The Rossville Works facility is officially established. This year marks the 80th anniversary of the 300B electron tube. To further celebrate, the 91E Integrated Amplifier, a powerful, single-ended companion to the 300B, is successfully demonstrated at major trade shows in Chicago and Munich.

2020

After completing updates to machinery, new employee training, and across-the-board quality checks, the first batches of 300B electron tubes are shipped. Despite pandemic setbacks, new hiring and training continues in an effort to fulfill a deep back-log of orders.

2021

Manufacturing capacity at the Rossville Works stretches beyond the 300B. A new wing at the 40,000 square foot facility is outfitted for amplifier assembly.
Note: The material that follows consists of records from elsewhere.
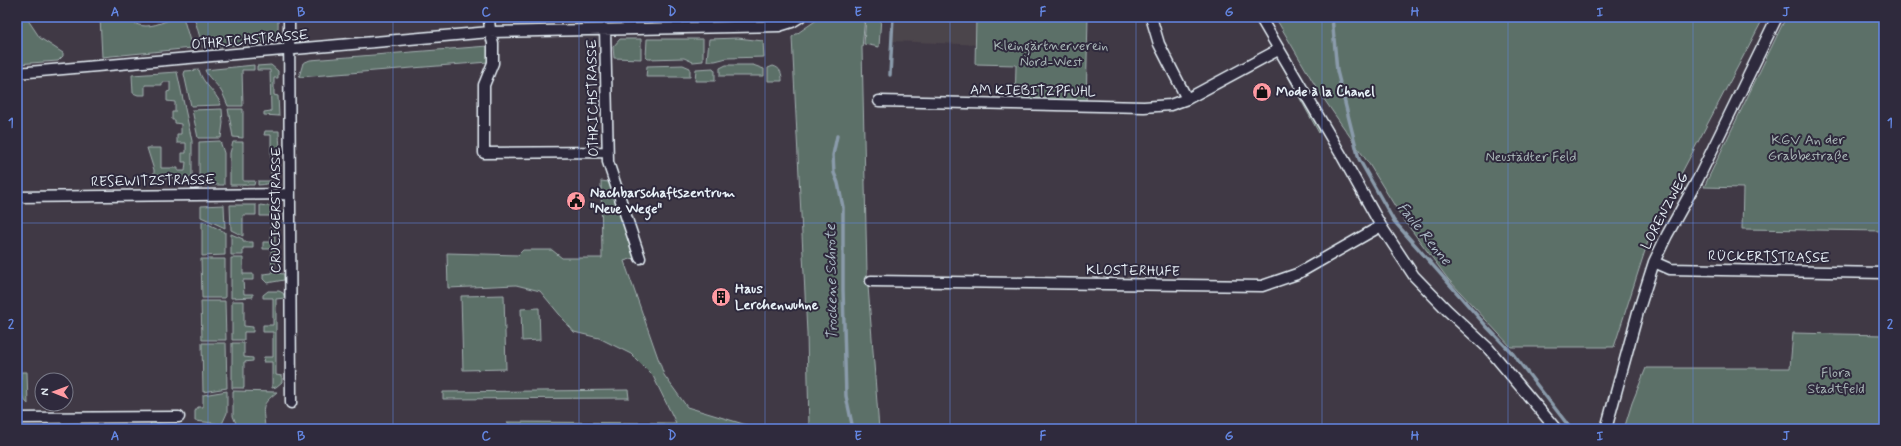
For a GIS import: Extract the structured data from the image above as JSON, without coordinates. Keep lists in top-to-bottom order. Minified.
{"streets":{"street":["OTHRICHSTRASSE","AM KIEBITZPFUHL","RESEWITZSTRASSE","CRUCIGERSTRASSE","LORENZWEG","RÜCKERTSTRASSE","KLOSTERHUFE"]},"crossings":[["OTHRICHSTRASSE","CRUCIGERSTRASSE"],["RESEWITZSTRASSE","CRUCIGERSTRASSE"],["LORENZWEG","RÜCKERTSTRASSE"]],"water":["Faule Renne","Trockene Schrote"],"parks":["Kleingärtnerverein Nord-West","KGV An der Grabbestraße","Neustädter Feld","Flora Stadtfeld"],"places":{"shop":["Mode à la Chanel"],"public building":["Nachbarschaftszentrum \"Neue Wege\""],"building":["Haus Lerchenwuhne"]},"north":"left","grid":{"columns":["A","B","C","D","E","F","G","H","I","J"],"rows":["1","2"]}}
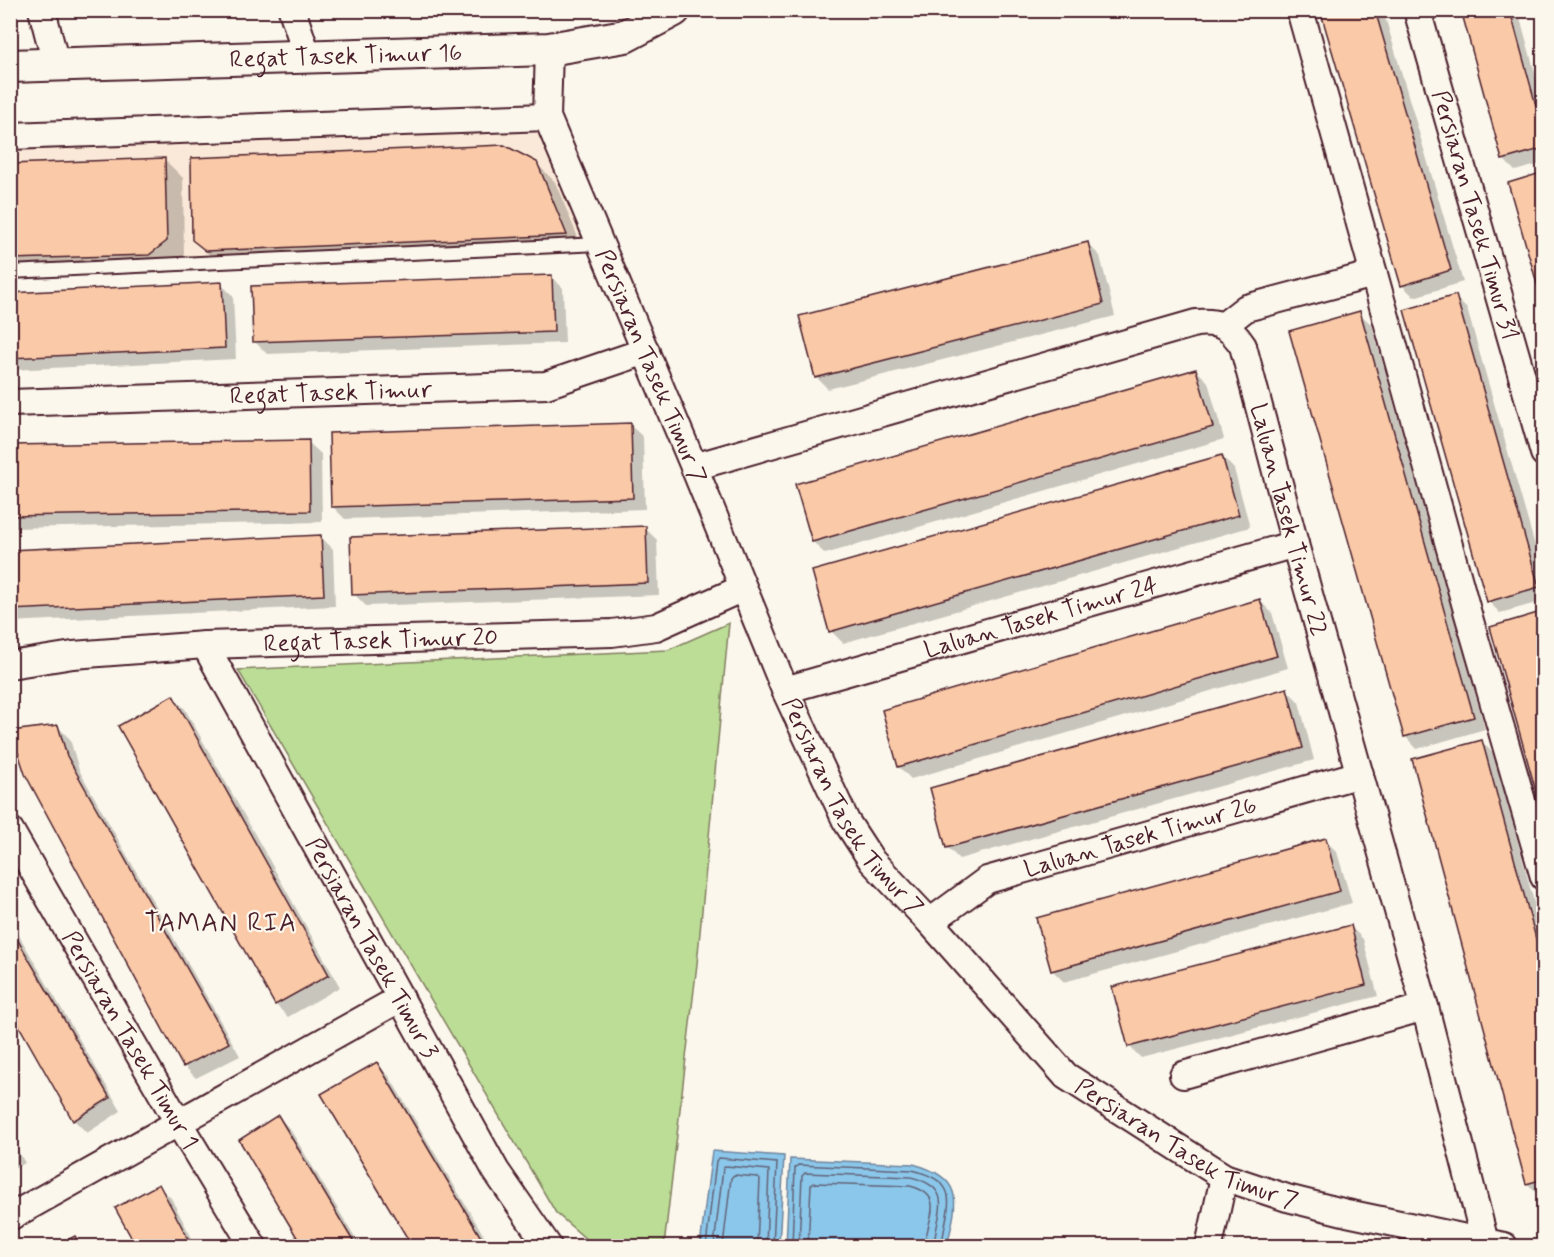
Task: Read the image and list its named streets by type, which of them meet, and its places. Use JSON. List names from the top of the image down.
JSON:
{
  "streets": {
    "street": [
      "Regat Tasek Timur 16",
      "Persiaran Tasek Timur 31",
      "Persiaran Tasek Timur 7",
      "Regat Tasek Timur",
      "Laluan Tasek Timur 22",
      "Laluan Tasek Timur 24",
      "Regat Tasek Timur 20",
      "Laluan Tasek Timur 26",
      "Persiaran Tasek Timur 3",
      "Persiaran Tasek Timur 1"
    ]
  },
  "crossings": [
    ["Regat Tasek Timur 16", "Persiaran Tasek Timur 7"],
    ["Persiaran Tasek Timur 7", "Regat Tasek Timur"],
    ["Persiaran Tasek Timur 7", "Laluan Tasek Timur 22"],
    ["Persiaran Tasek Timur 7", "Laluan Tasek Timur 24"],
    ["Persiaran Tasek Timur 7", "Regat Tasek Timur 20"],
    ["Persiaran Tasek Timur 7", "Laluan Tasek Timur 26"],
    ["Laluan Tasek Timur 22", "Laluan Tasek Timur 24"],
    ["Laluan Tasek Timur 22", "Laluan Tasek Timur 26"],
    ["Regat Tasek Timur 20", "Persiaran Tasek Timur 3"]
  ],
  "districts": ["TAMAN RIA"]
}
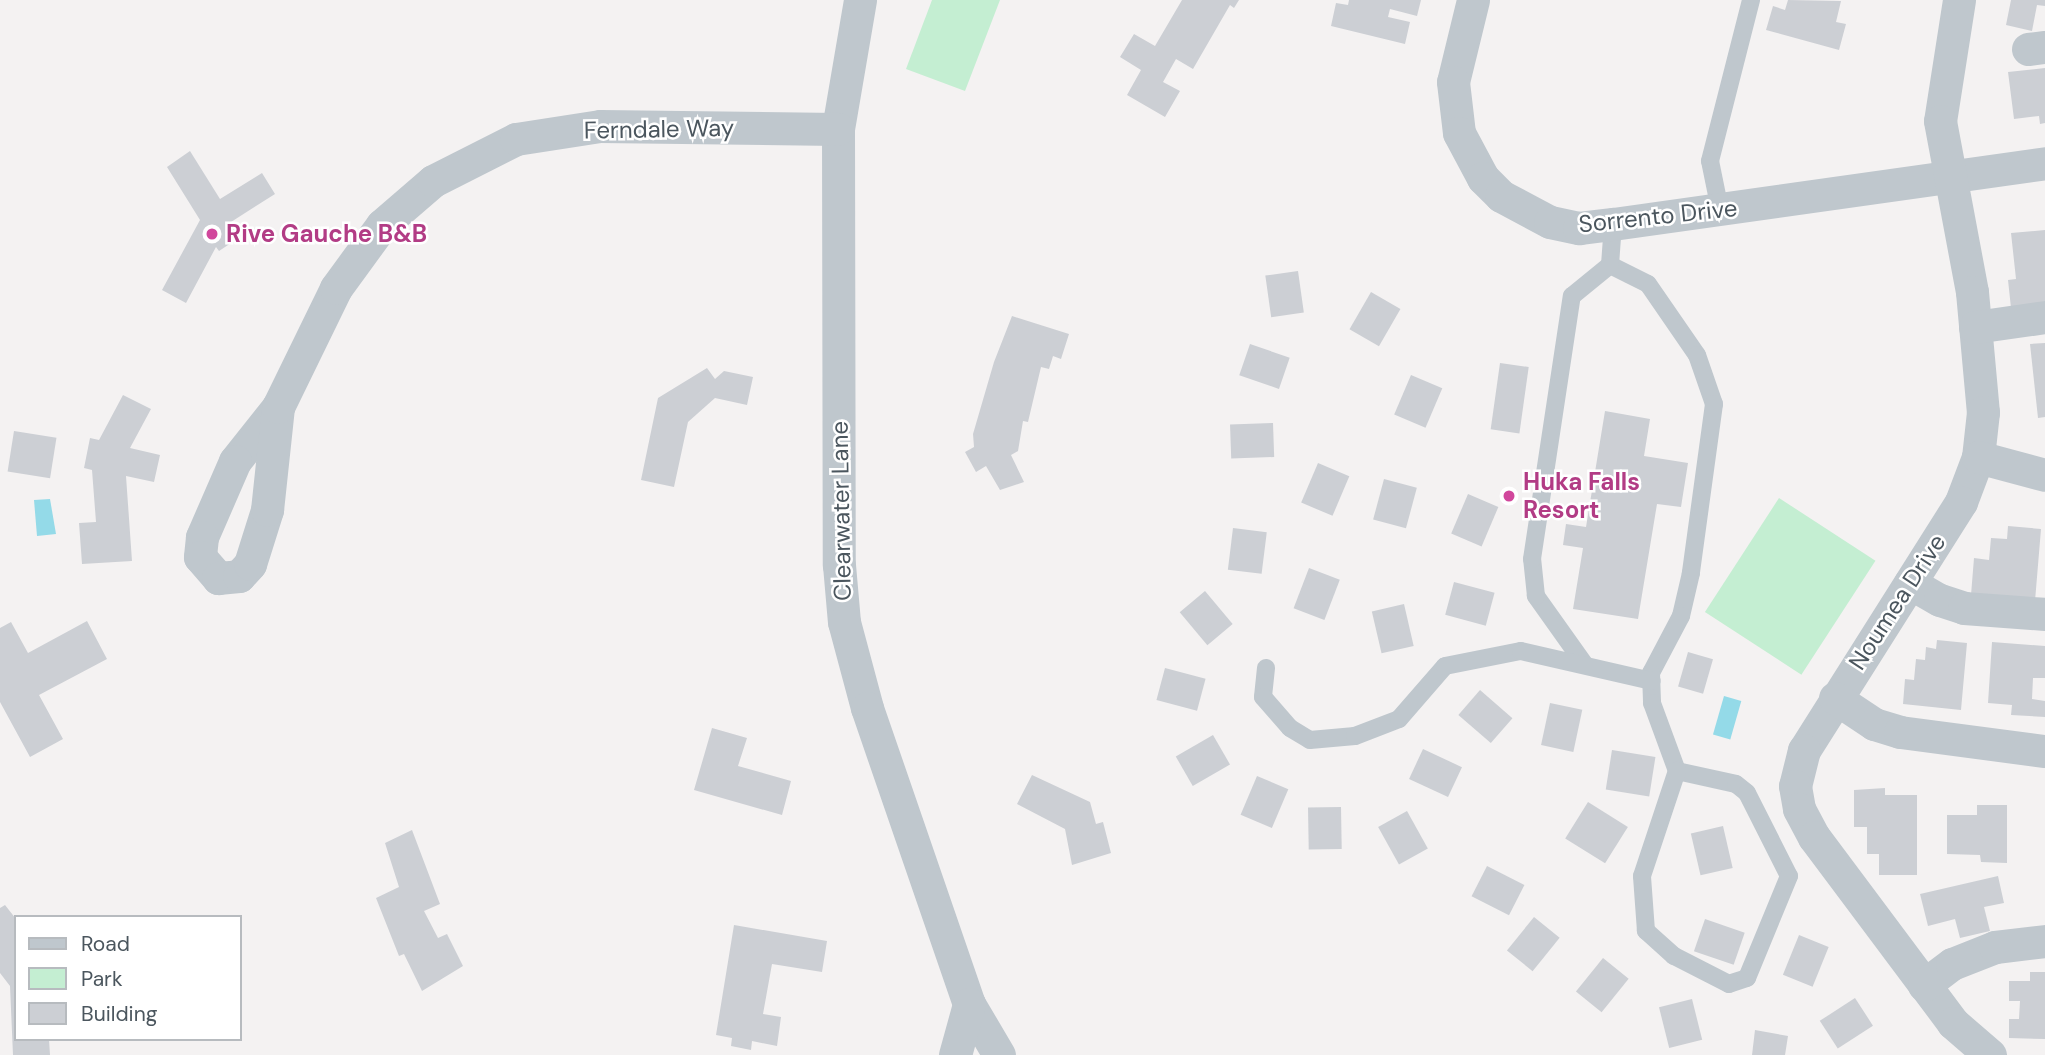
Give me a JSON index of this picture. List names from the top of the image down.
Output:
{
  "streets": {
    "street": [
      "Ferndale Way",
      "Sorrento Drive",
      "Clearwater Lane",
      "Noumea Drive"
    ]
  },
  "crossings": [
    ["Ferndale Way", "Clearwater Lane"],
    ["Sorrento Drive", "Noumea Drive"]
  ],
  "places": ["Rive Gauche B&B", "Huka Falls Resort"],
  "legend": ["Road", "Park", "Building"]
}
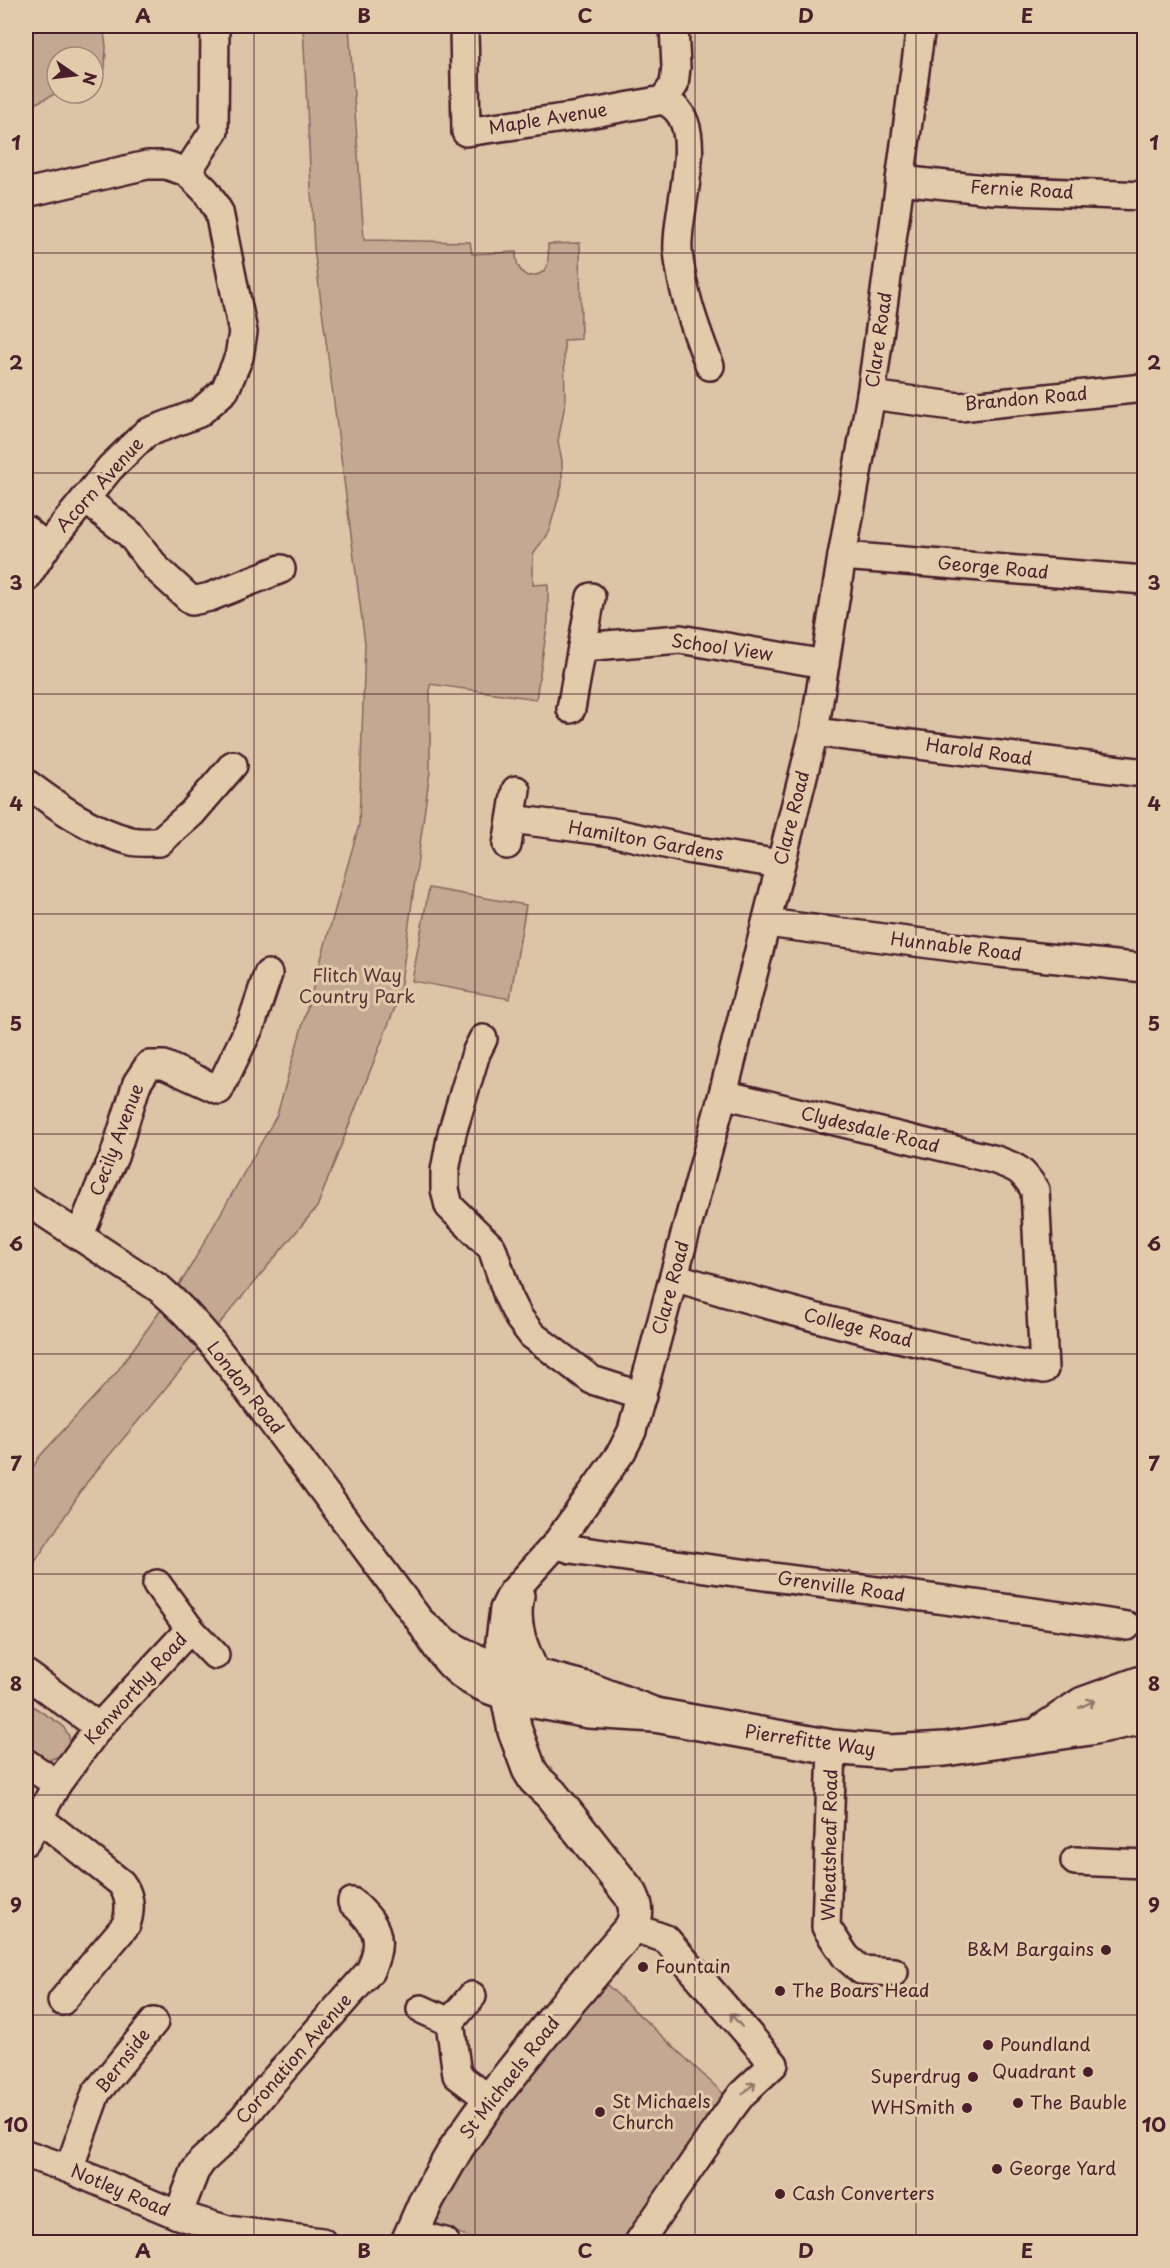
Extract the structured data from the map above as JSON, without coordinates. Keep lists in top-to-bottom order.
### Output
{
  "streets": {
    "main road": ["Pierrefitte Way", "St Michaels Road"],
    "street": [
      "Maple Avenue",
      "Fernie Road",
      "Clare Road",
      "Brandon Road",
      "Acorn Avenue",
      "George Road",
      "School View",
      "Harold Road",
      "Hamilton Gardens",
      "Hunnable Road",
      "Clydesdale Road",
      "Cecily Avenue",
      "College Road",
      "London Road",
      "Grenville Road",
      "Kenworthy Road",
      "Wheatsheaf Road",
      "Coronation Avenue",
      "Bernside",
      "Notley Road"
    ]
  },
  "crossings": [
    ["Fernie Road", "Clare Road"],
    ["Clare Road", "Brandon Road"],
    ["Clare Road", "George Road"],
    ["Clare Road", "School View"],
    ["Clare Road", "Harold Road"],
    ["Clare Road", "Hamilton Gardens"],
    ["Clare Road", "Hunnable Road"],
    ["Clare Road", "Clydesdale Road"],
    ["Clare Road", "College Road"],
    ["Clare Road", "London Road"],
    ["Clare Road", "Grenville Road"],
    ["Clare Road", "Pierrefitte Way"],
    ["Clydesdale Road", "College Road"],
    ["Cecily Avenue", "London Road"],
    ["London Road", "Pierrefitte Way"],
    ["Pierrefitte Way", "Wheatsheaf Road"],
    ["Coronation Avenue", "Notley Road"],
    ["Bernside", "Notley Road"]
  ],
  "parks": ["Flitch Way Country Park"],
  "places": [
    "B&M Bargains",
    "Fountain",
    "The Boars Head",
    "Poundland",
    "Quadrant",
    "Superdrug",
    "The Bauble",
    "WHSmith",
    "St Michaels Church",
    "George Yard",
    "Cash Converters"
  ],
  "north": "right",
  "grid": {
    "columns": [
      "A",
      "B",
      "C",
      "D",
      "E"
    ],
    "rows": [
      "1",
      "2",
      "3",
      "4",
      "5",
      "6",
      "7",
      "8",
      "9",
      "10"
    ]
  }
}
Remaining space is dedicated to specialized parts manufacturing under outside, private contracts.

2022

In January, the 91E Integrated Amplifier begins shipping worldwide. Stereophile magazine praises the amplifier’s balance of modern circuit design and classic SET power. In March, Western Electric announces plans to to expand tube manufacturing efforts. An online survey is posted to gauge public interest and in less than two weeks, 30,000 people respond with encouragement and support for American-made tubes.

2023

This year marks the 85th anniversary of the 300B. As long as the demand for quality sound continues, so will Western Electric manufacturing.